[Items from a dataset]
#####

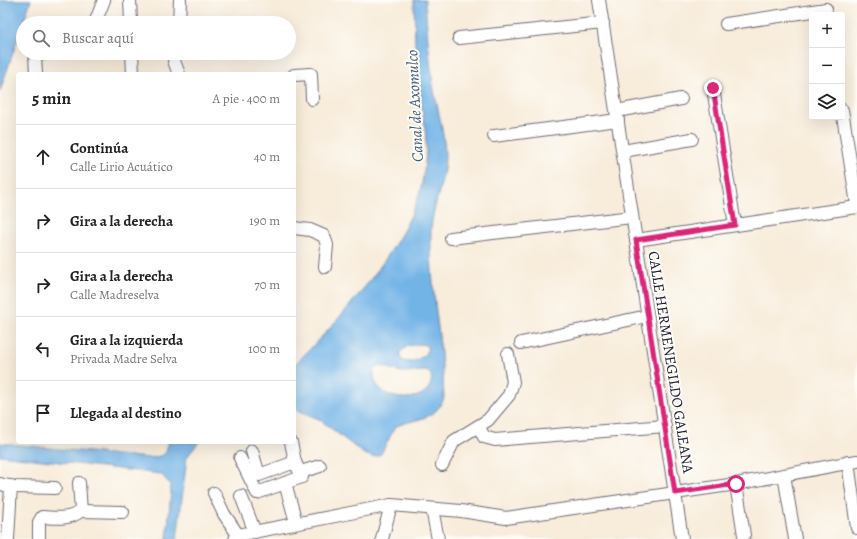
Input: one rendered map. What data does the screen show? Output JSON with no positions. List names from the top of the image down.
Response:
{
  "streets": {
    "street": ["CALLE HERMENEGILDO GALEANA"]
  },
  "water": ["Canal de Axomulco"],
  "page": {
    "map_buttons": ["+", "−"],
    "search": "Buscar aquí",
    "heading": ["5 min", "A pie · 400 m"],
    "list": [
      ["Continúa", "Calle Lirio Acuático", "40 m"],
      ["Gira a la derecha", "190 m"],
      ["Gira a la derecha", "Calle Madreselva", "70 m"],
      ["Gira a la izquierda", "Privada Madre Selva", "100 m"],
      "Llegada al destino"
    ]
  }
}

#####

• _PROMPT_: From the first line to the last, return the records exactly and leave the pictures behind.

• _REPLY_:
Input: one rendered map. What data does the screen show? Output JSON with no positions. List names from the top of the image down.
Response:
{
  "streets": {
    "street": ["CALLE HERMENEGILDO GALEANA"]
  },
  "water": ["Canal de Axomulco"],
  "page": {
    "map_buttons": ["+", "−"],
    "search": "Buscar aquí",
    "heading": ["5 min", "A pie · 400 m"],
    "list": [
      ["Continúa", "Calle Lirio Acuático", "40 m"],
      ["Gira a la derecha", "190 m"],
      ["Gira a la derecha", "Calle Madreselva", "70 m"],
      ["Gira a la izquierda", "Privada Madre Selva", "100 m"],
      "Llegada al destino"
    ]
  }
}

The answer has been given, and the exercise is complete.